NOTICE sur Ginette KAHN BERNHEIM

Née le 13 Avril 1920, à PARIS, d’Edmée MAYER et Marcel KAHN, Avocat à Paris. Il décède le 6 avril 1933, la laissant à une semaine de son 13è anniversaire, ainsi que sa sœur Jacqueline, 9 ans.

Elle prête serment le 12 Novembre 1940 à Aix en Provence, où elle s’est repliée avec sa mère et sa sœur, et est admise au Barreau de Marseille.

Après avoir été collaboratrice à l’étude d’avoué de Me Armand VIDAL-NAQUET, elle devient collaboratrice de Gaston DEFFERRE, avocat, créateur, avec son ami et confrère l'avocat André Boyer, du réseau BRUTUS pour lequel elle assume diverses missions.

Les lois de Vichy conduisent le Procureur Général à demander au Conseil de l’Ordre de Marseille de la radier, ce qu’il refuse. C’est donc la Cour, sur requête du Procureur ASTIE qui, dans un arrêt du 5 Mars 1942, dit qu’en même temps que 11 autres avocats du ressort, elle devra « cesser d’exercer [sa] profession ». Si la clandestinité ne s’impose pas immédiatement, une identité nouvelle est nécessaire. Le substitut du procureur de la république de Marseille, Henri FENIE, insiste pour qu’elle change d’identité pour ne pas être arrêtée au premier contrôle. Elle demande que ses faux papiers, et ceux de sa famille, soient faits au non de CALAS, un réprouvé, en son temps défendu par VOLTAIRE. Faits par Julien DAVREU, ils lui sont remis dans le bureau du substitut, dont on peut penser qu’il n’a pas averti le Procureur Général.

Lorsqu’on lui fait émarger l’arrêt, le 30 Mars 1942, elle écrit : «décision que je suis contrainte de subir sous toutes réserves».

En Novembre 1943, 11 membres du réseau Brutus sont arrêtés, mais Ginette «CALAS» continue à Lyon d’assurer des missions, et de transporter des documents.

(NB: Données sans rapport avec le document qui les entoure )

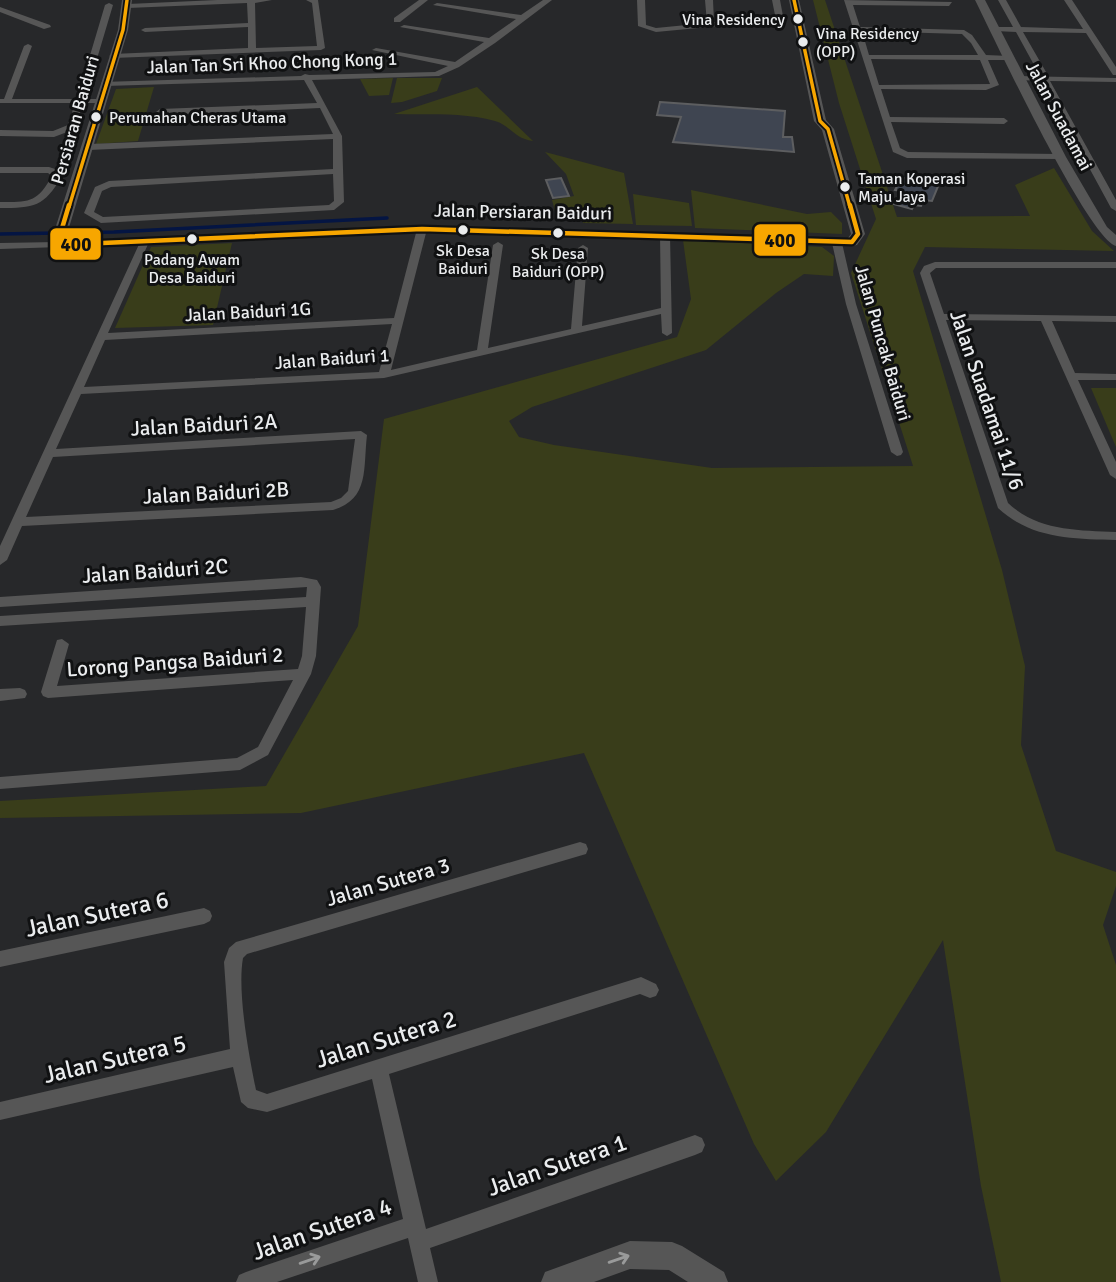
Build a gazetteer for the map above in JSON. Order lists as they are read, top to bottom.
{
  "streets": {
    "street": [
      "Jalan Tan Sri Khoo Chong Kong 1",
      "Jalan Suadamai",
      "Persiaran Baiduri",
      "Jalan Persiaran Baiduri",
      "Jalan Baiduri 1G",
      "Jalan Puncak Baiduri",
      "Jalan Baiduri 1",
      "Jalan Suadamai 11/6",
      "Jalan Baiduri 2A",
      "Jalan Baiduri 2B",
      "Jalan Baiduri 2C",
      "Lorong Pangsa Baiduri 2",
      "Jalan Sutera 3",
      "Jalan Sutera 6",
      "Jalan Sutera 2",
      "Jalan Sutera 5",
      "Jalan Sutera 1",
      "Jalan Sutera 4"
    ]
  },
  "crossings": [
    ["Jalan Tan Sri Khoo Chong Kong 1", "Persiaran Baiduri"],
    ["Persiaran Baiduri", "Jalan Persiaran Baiduri"],
    ["Jalan Persiaran Baiduri", "Jalan Puncak Baiduri"],
    ["Jalan Baiduri 2A", "Jalan Baiduri 2B"],
    ["Jalan Sutera 3", "Jalan Sutera 2"],
    ["Jalan Sutera 2", "Jalan Sutera 5"],
    ["Jalan Sutera 1", "Jalan Sutera 4"]
  ],
  "one_way": ["Jalan Sutera 4"],
  "places": [
    "Vina Residency",
    "Vina Residency (OPP)",
    "Perumahan Cheras Utama",
    "Taman Koperasi Maju Jaya",
    "Sk Desa Baiduri",
    "Sk Desa Baiduri (OPP)",
    "Padang Awam Desa Baiduri"
  ],
  "lines": ["transit line 400"]
}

Le 7 Décembre 1943, elle réussit à cacher les papiers qu’elle transporte dans les WC de l’immeuble dans lequel une souricière est tendue, et elle est arrêtée. Interrogée par la Gestapo, elle reste cinq jours au secret, sans boire, manger, ni se laver. Et sans parler, sinon pour répondre, lorsqu’on lui annonce qu’elle sera fusillée le lendemain matin : «je n’ai rien dire».

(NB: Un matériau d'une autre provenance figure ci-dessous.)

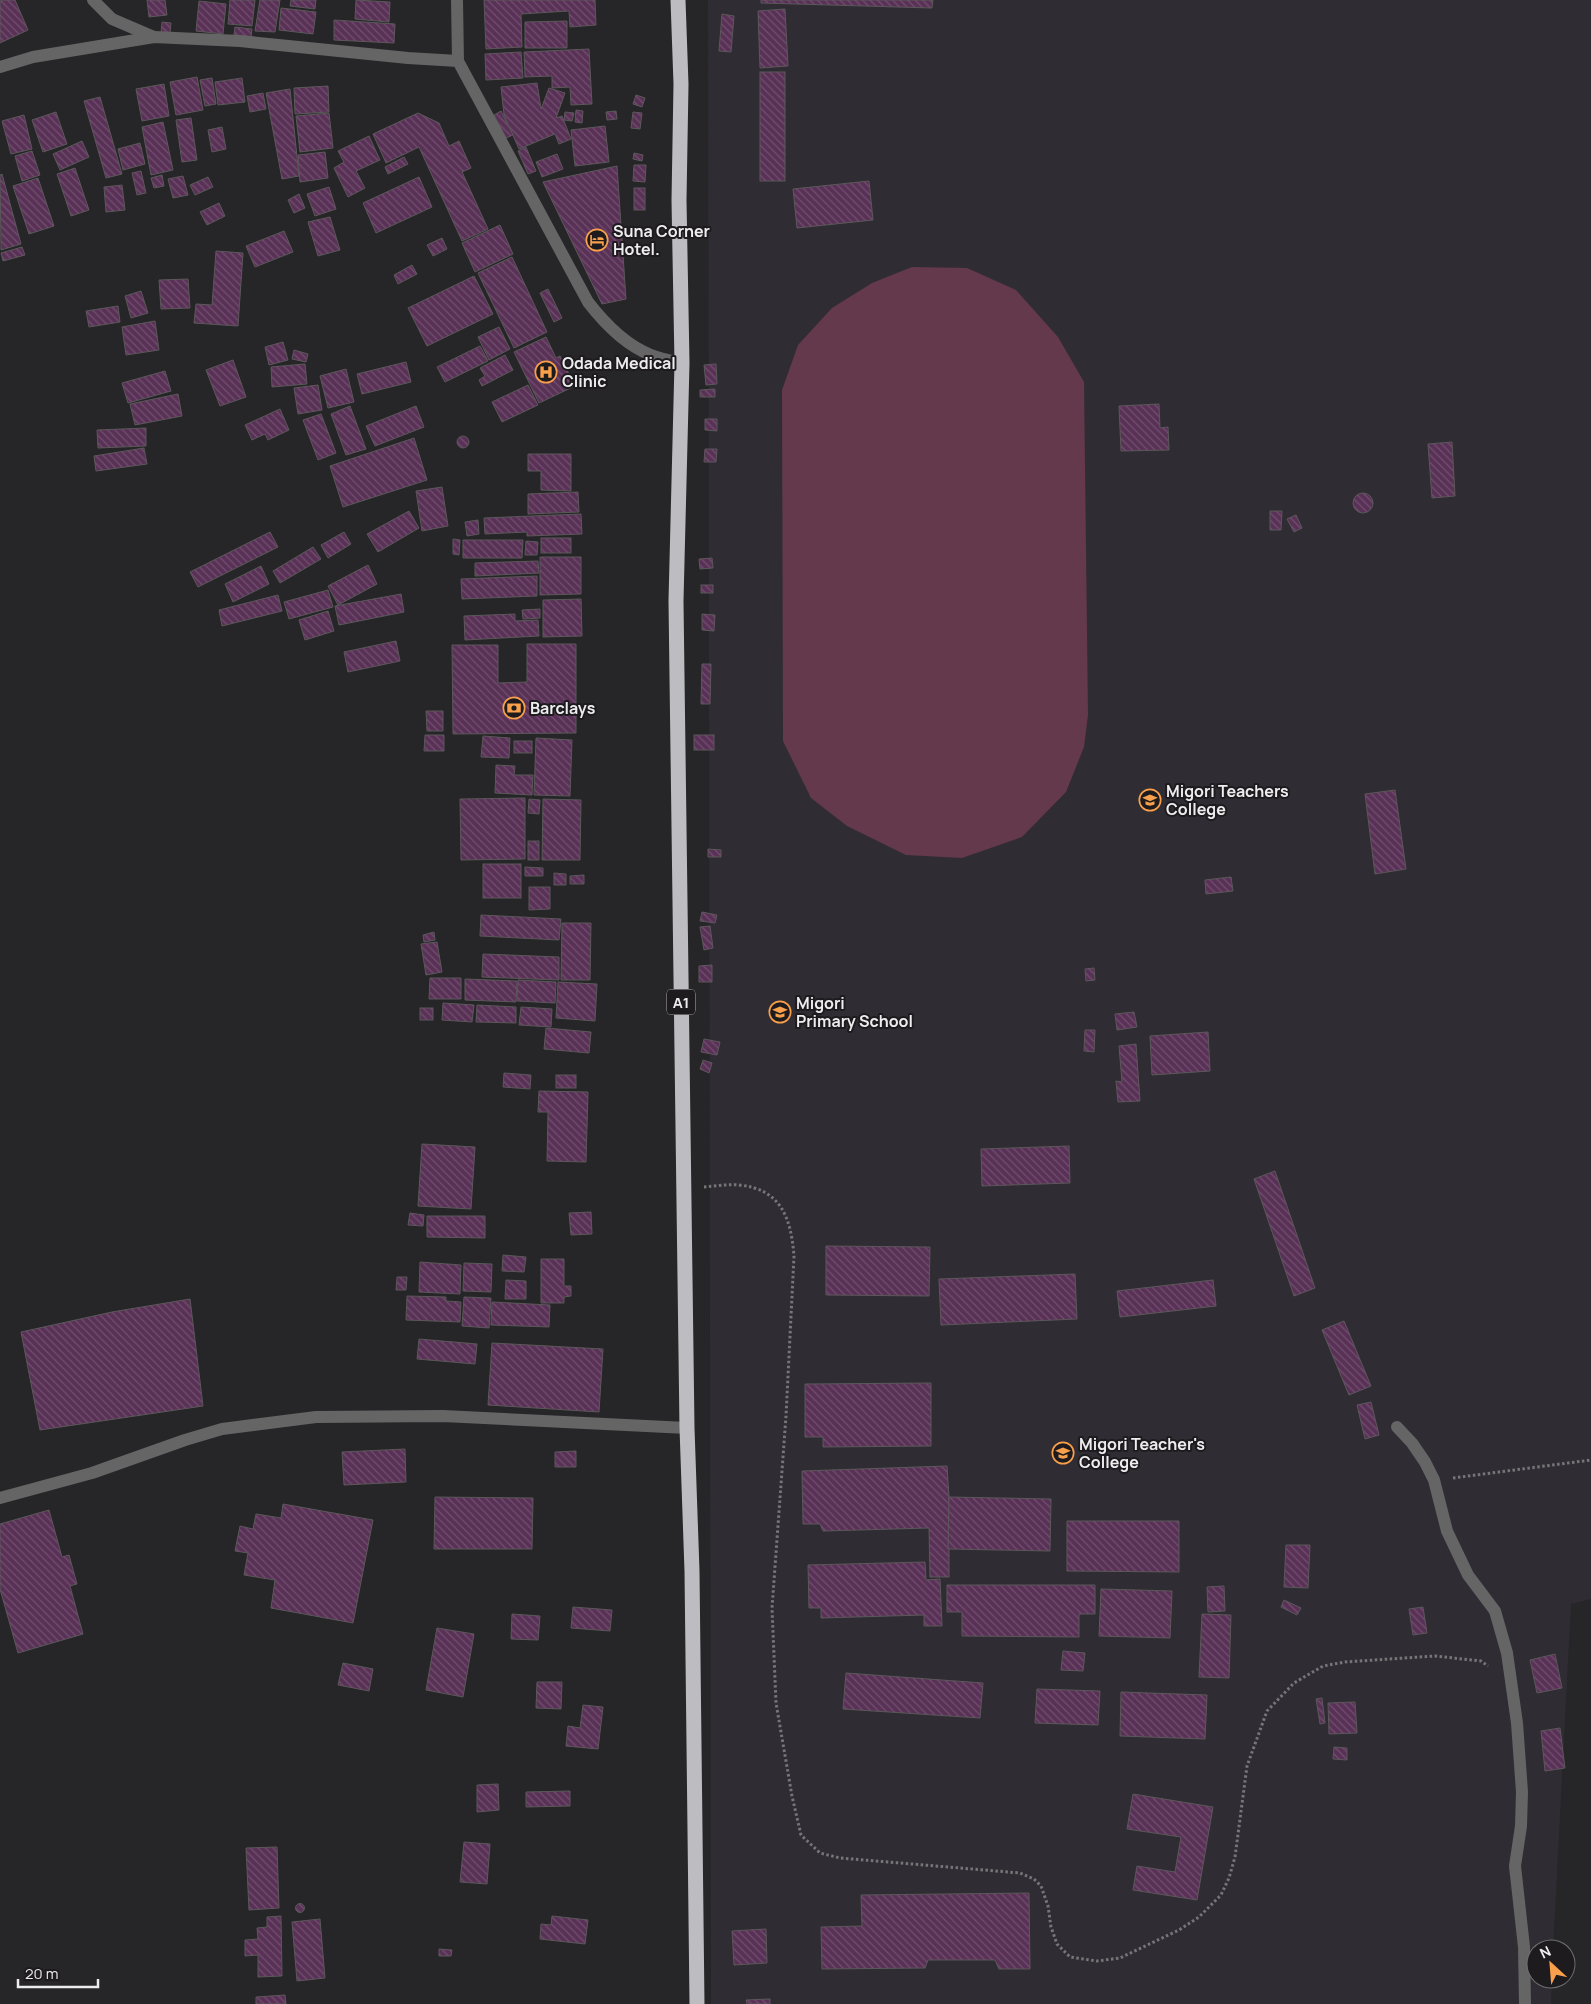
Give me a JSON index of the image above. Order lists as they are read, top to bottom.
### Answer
{
  "streets": {
    "highway": ["A1"]
  },
  "places": {
    "hotel": ["Suna Corner Hotel."],
    "hospital": ["Odada Medical Clinic"],
    "bank": ["Barclays"],
    "school or university": ["Migori Teachers College", "Migori Primary School", "Migori Teacher's College"]
  },
  "scale_bar": "20 m",
  "north": "top left"
}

Incarcérée à la prison de Montluc, à Lyon, elle est conduite à Romainville le 1er Mai 1944 pour être déportée. Pendant son transfert, elle parvient à jeter des trains quelques lettres, écrites au crayon sur du papier hygiénique, dont 3 à sa mère, alors à Lyon.

Elle part le 13 Mai 1944 à Ravensbruck, où elle doit travailler pour SIEMENS, mais où son identité ne sera pas découverte, malgré les soupçons d’une surveillante, persuadée qu’elle est juive. Elle sera transférée au camp de travail de Grastlitz.

Pendant 8 mois, sauf trois semaines d’hôpital pour un phlegmon à la jambe, elle ne sortira pas du grenier où elle est détenue, sans voir le jour, ni respirer l’air libre.

Fin Avril 1945, l’ordre d’évacuer le camp de Grastlitz est donné, et elle s’échappe avec quelques camarades, profitant de la confusion. Après s’être cachée trois semaines, elle est récupérée par les troupes américaines, et renvoyée à Paris, au centre installé à l’Hôtel Lutétia, où elle arrive le 19 Mai 1945.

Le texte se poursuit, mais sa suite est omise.